Andriy Vychizhanin

Personal information
- Full name: Andriy Yuriyovych Vychizhanin
- Date of birth: 18 August 1999 (age 25)
- Place of birth: Radekhiv, Lviv Oblast, Ukraine
- Height: 1.81 m (5 ft 11+1⁄2 in)
- Position(s): Midfielder

Team information
- Current team: Zdrój Horyniec (on loan from Karpaty Halych)

Youth career
- 2011–2017: Lviv

Senior career*
- Years: Team / Apps / (Gls)
- 2017–2018: Veres Rivne / 0 / (0)
- 2018–2021: Lviv / 1 / (0)
- 2021–: Karpaty Halych / 27 / (2)
- 2022–: → Zdrój Horyniec (loan)

= Andriy Vychizhanin =

Ukrainian footballer

Andriy Yuriyovych Vychizhanin (Андрій Юрійович Вичіжанін; born 18 August 1999) is a Ukrainian professional footballer who plays as a midfielder for Polish club Zdrój Horyniec.
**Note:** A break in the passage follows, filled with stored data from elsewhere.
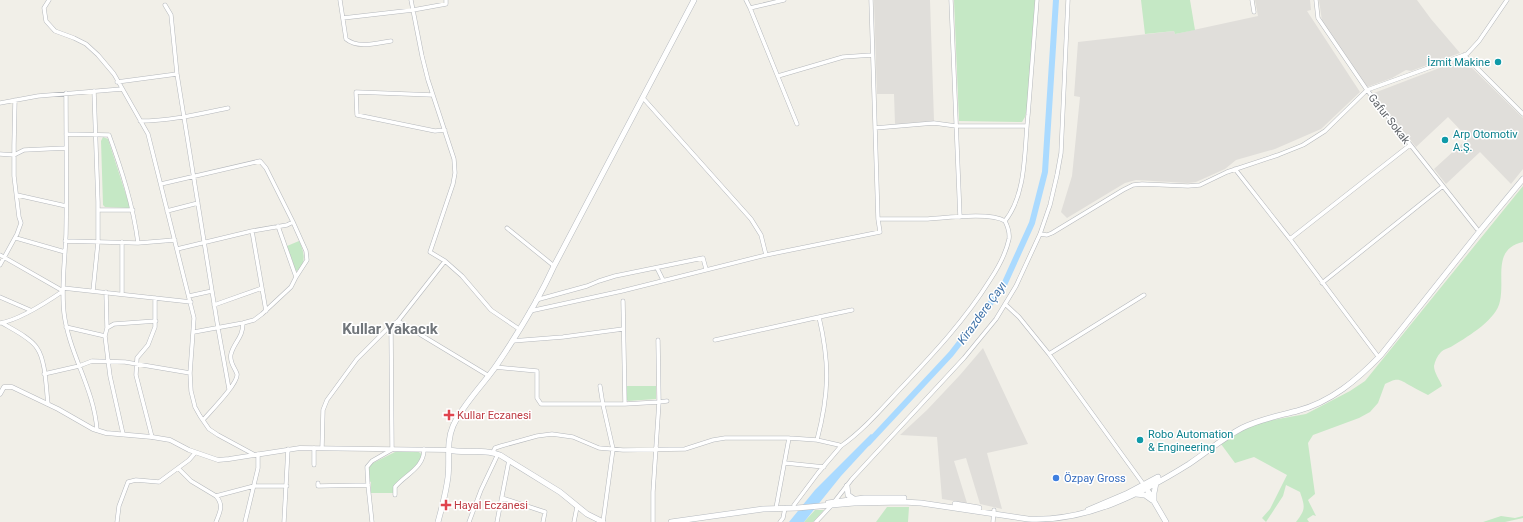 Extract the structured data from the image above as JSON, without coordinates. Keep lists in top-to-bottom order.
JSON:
{
  "streets": {
    "street": ["Gafur Sokak"]
  },
  "districts": ["Kullar Yakacık"],
  "water": ["Kirazdere Çayı"],
  "places": {
    "other": [
      "İzmit Makine",
      "Arp Otomotiv A.Ş.",
      "Robo Automation & Engineering",
      "Özpay Gross"
    ],
    "health": ["Kullar Eczanesi", "Hayal Eczanesi"]
  }
} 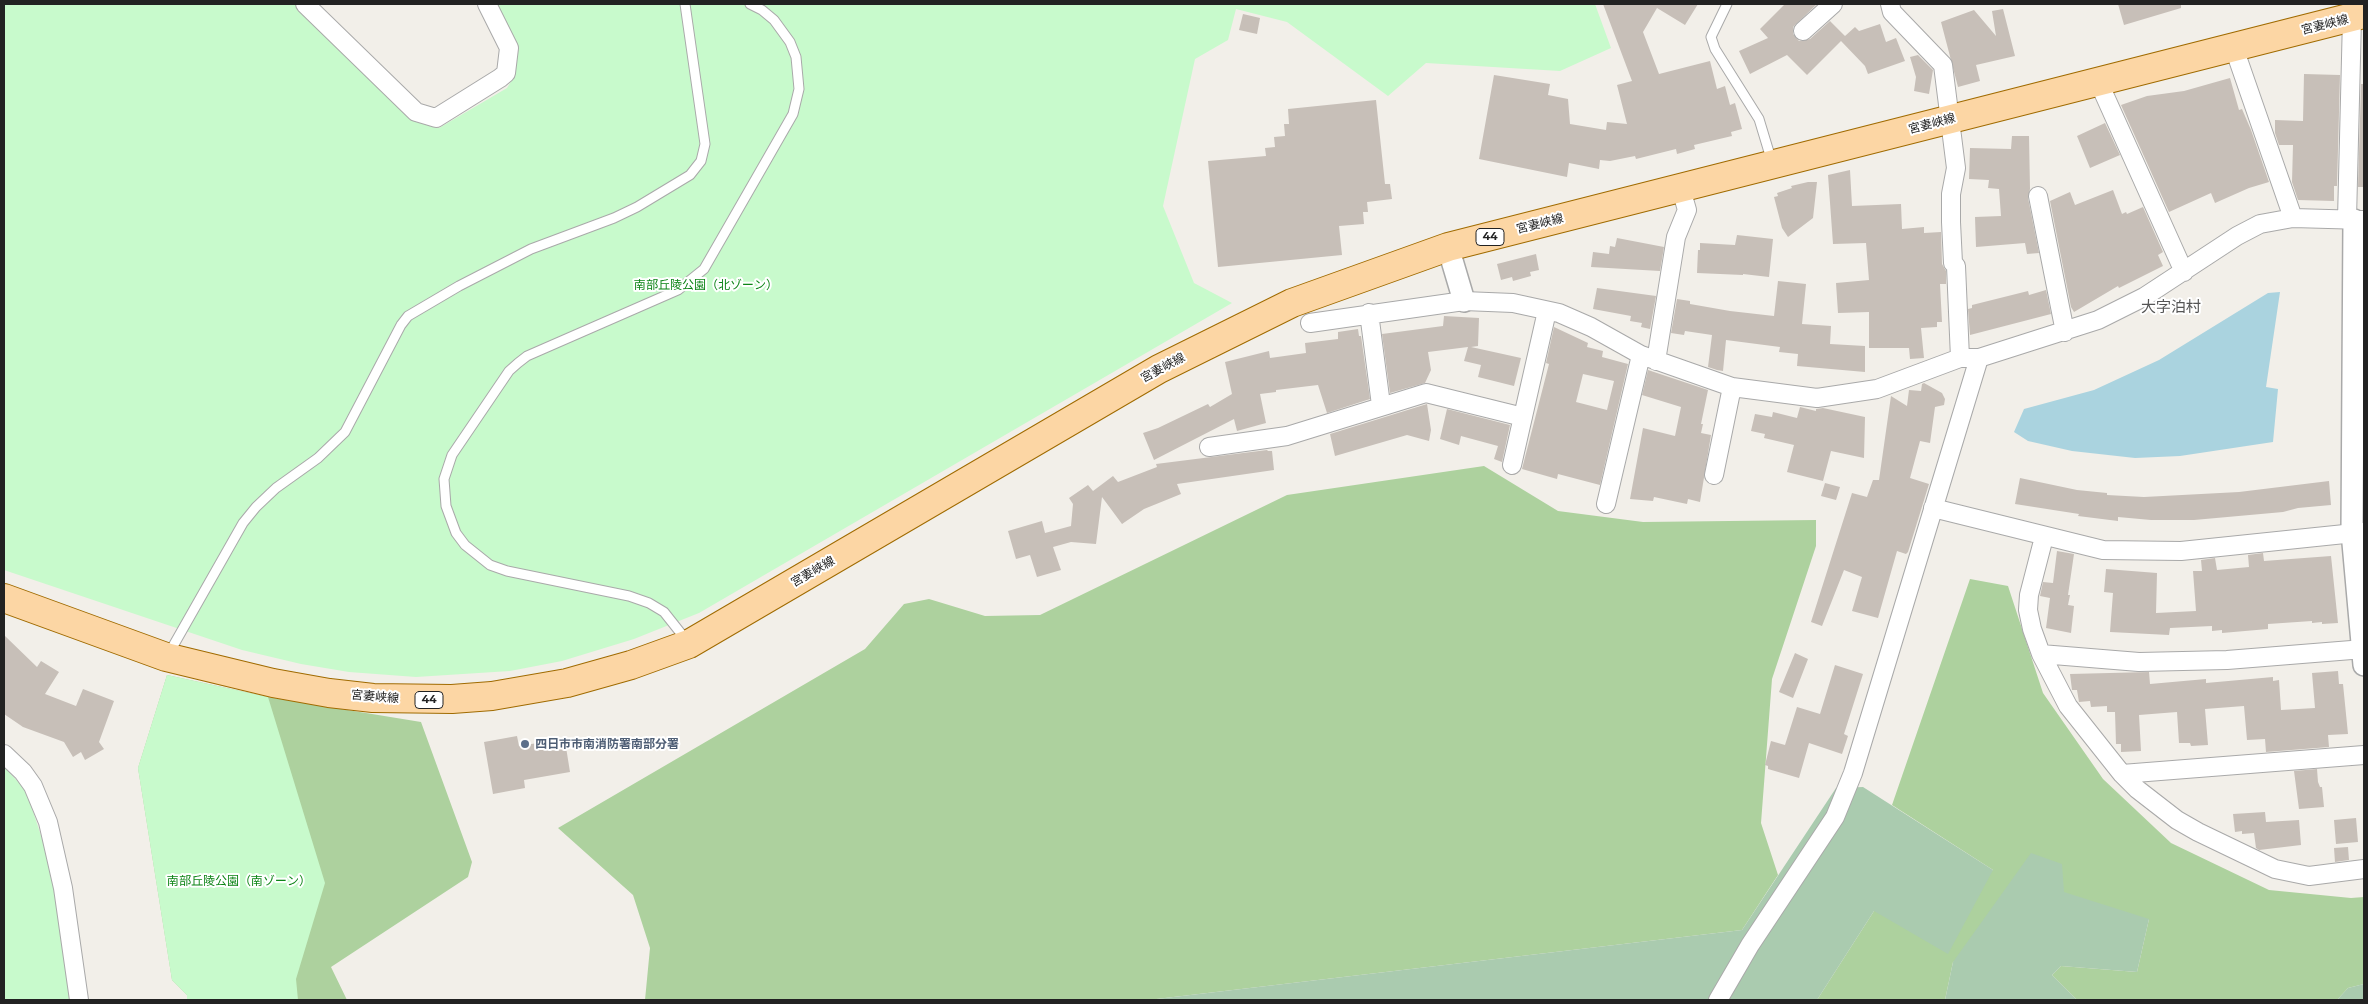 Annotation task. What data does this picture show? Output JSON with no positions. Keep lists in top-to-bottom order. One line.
{"streets":{"main road":["宮妻峡線","44"]},"districts":["大字泊村"],"parks":["南部丘陵公園（北ゾーン）","南部丘陵公園（南ゾーン）"],"places":["四日市市南消防署南部分署"]} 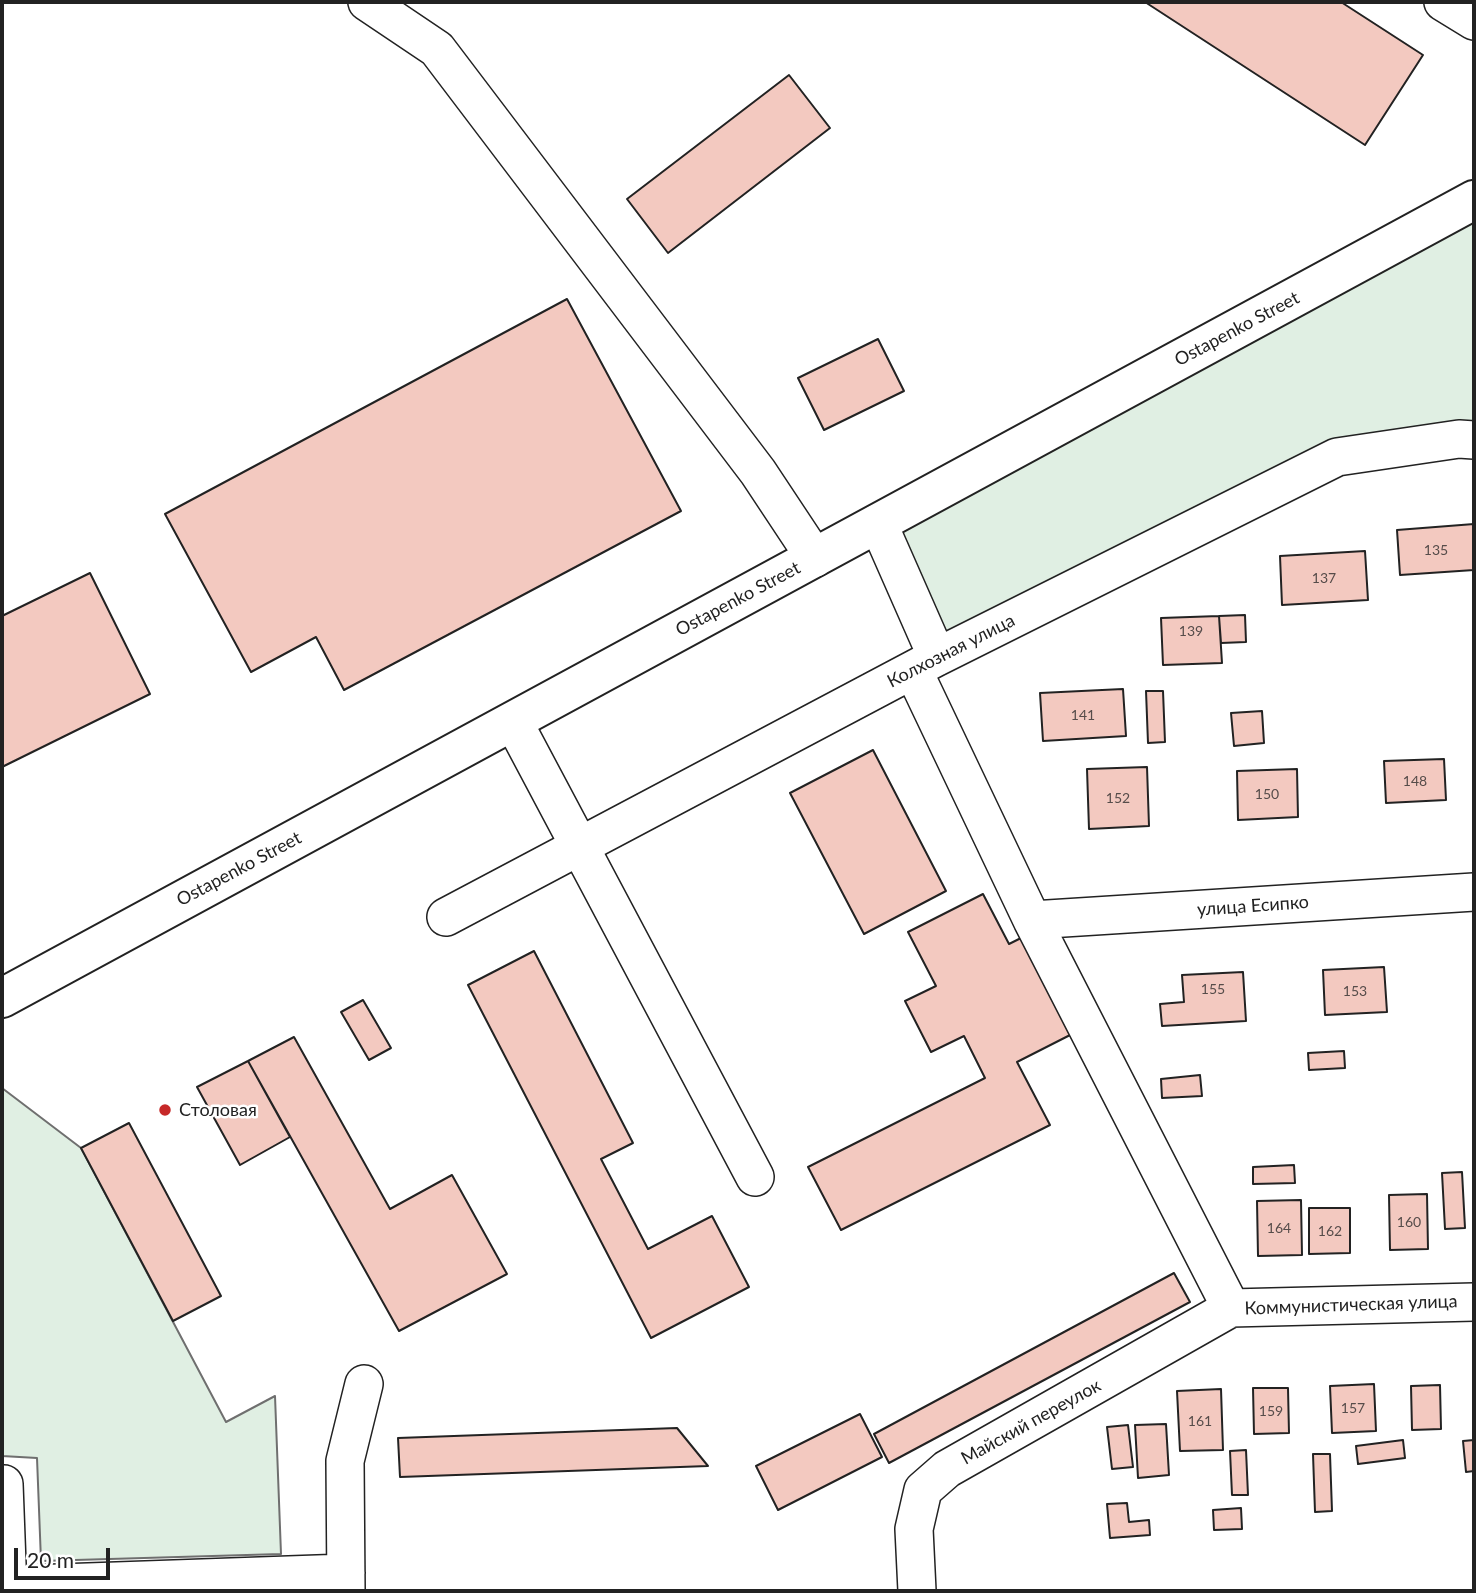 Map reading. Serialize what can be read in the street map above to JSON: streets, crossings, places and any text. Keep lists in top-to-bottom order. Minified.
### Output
{"streets":{"main road":["Ostapenko Street"],"street":["Колхозная улица","улица Есипко","Коммунистическая улица","Майский переулок"]},"crossings":[["Ostapenko Street","Коммунистическая улица"],["Колхозная улица","Коммунистическая улица"],["улица Есипко","Коммунистическая улица"],["Коммунистическая улица","Майский переулок"]],"places":["Столовая"],"house_numbers":["135","137","139","141","148","150","152","155","153","160","164","162","157","159","161"],"scale_bar":"20 m"} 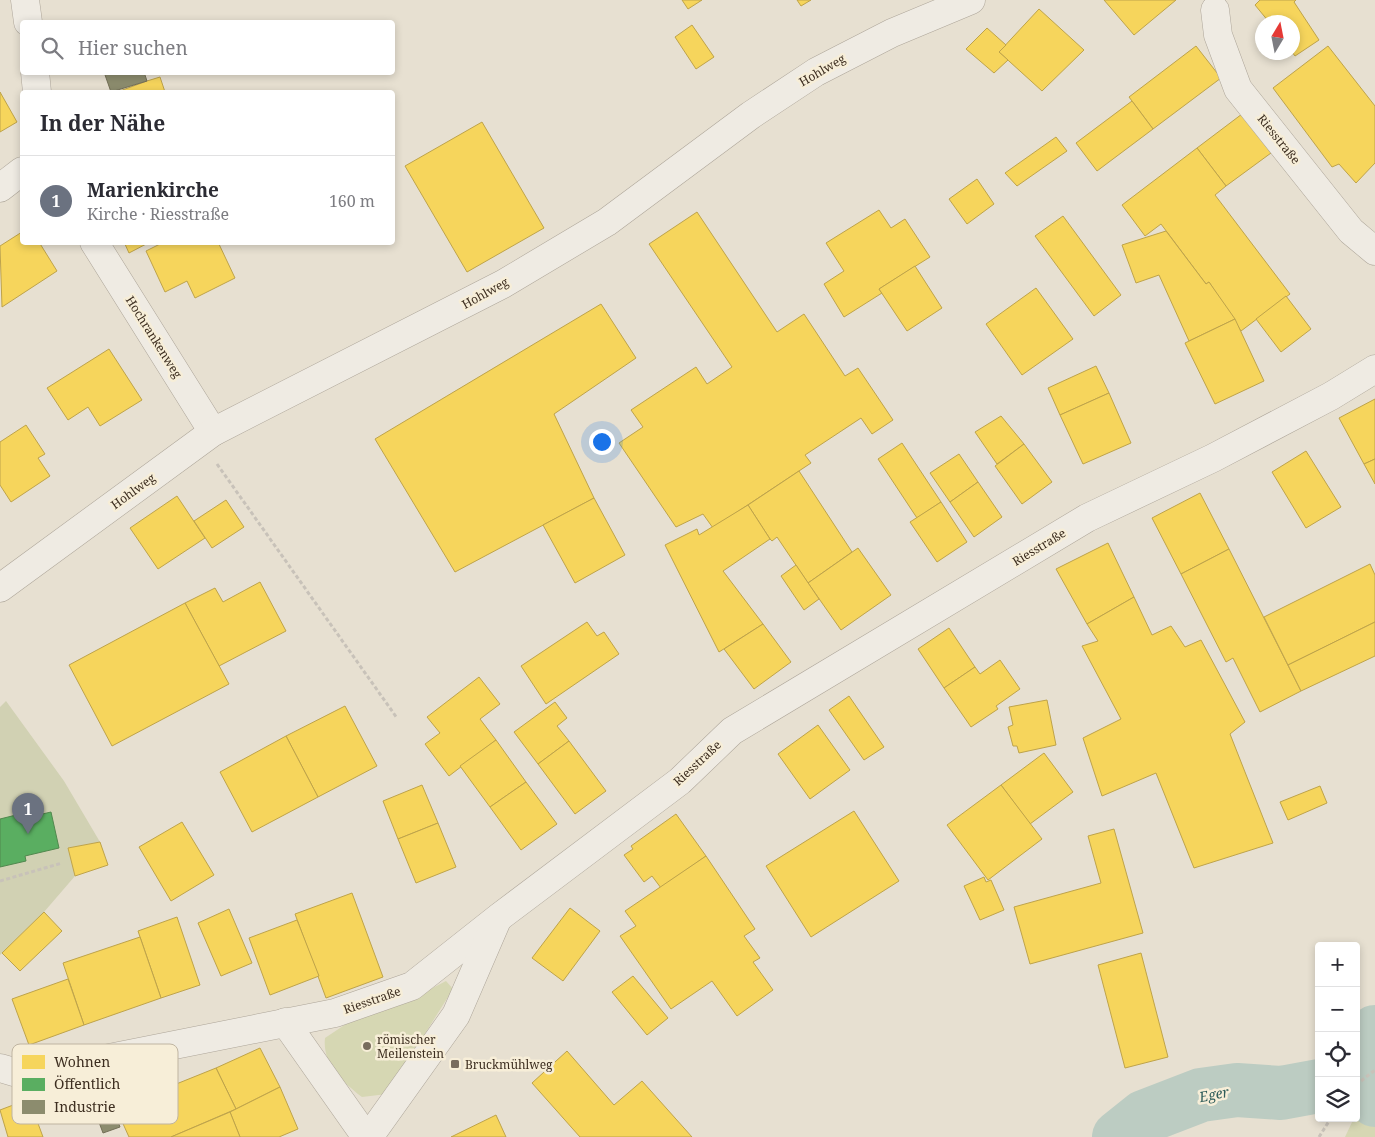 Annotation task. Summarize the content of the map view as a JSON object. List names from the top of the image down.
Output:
{
  "streets": {
    "street": ["Hohlweg", "Riesstraße", "Hochrankenweg"]
  },
  "crossings": [
    ["Hohlweg", "Hochrankenweg"]
  ],
  "water": ["Eger"],
  "places": {
    "other": ["römischer Meilenstein"],
    "transit": ["Bruckmühlweg"]
  },
  "legend": ["Wohnen", "Öffentlich", "Industrie"],
  "north": "top",
  "page": {
    "search": "Hier suchen",
    "heading": "In der Nähe",
    "list": [
      {
        "mark": "1",
        "name": "Marienkirche",
        "note": "Kirche · Riesstraße",
        "value": "160 m"
      }
    ],
    "pins": "1",
    "map_buttons": ["+", "−"]
  }
} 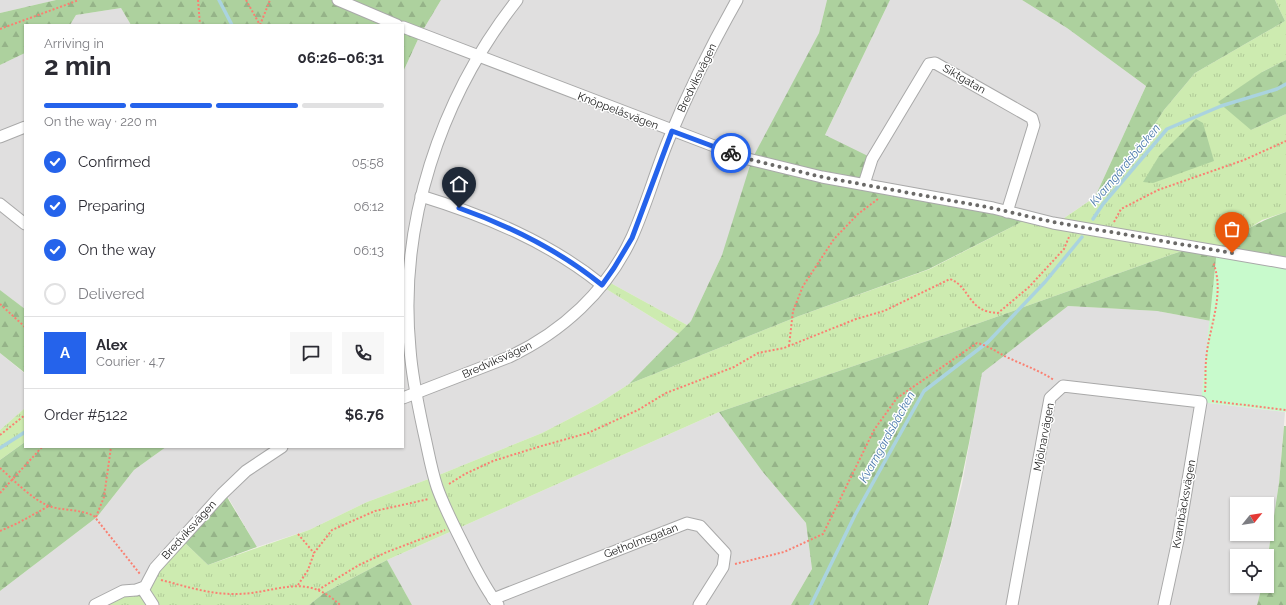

He is also under suspended contract with Karpaty Halych.

==Career==
Vychizhanin is a product of the FC Lviv youth sportive school system.

He made his debut for FC Lviv as a second half-time substituted player in the losing home match against FC Mariupol on 19 July 2020 in the Ukrainian Premier League.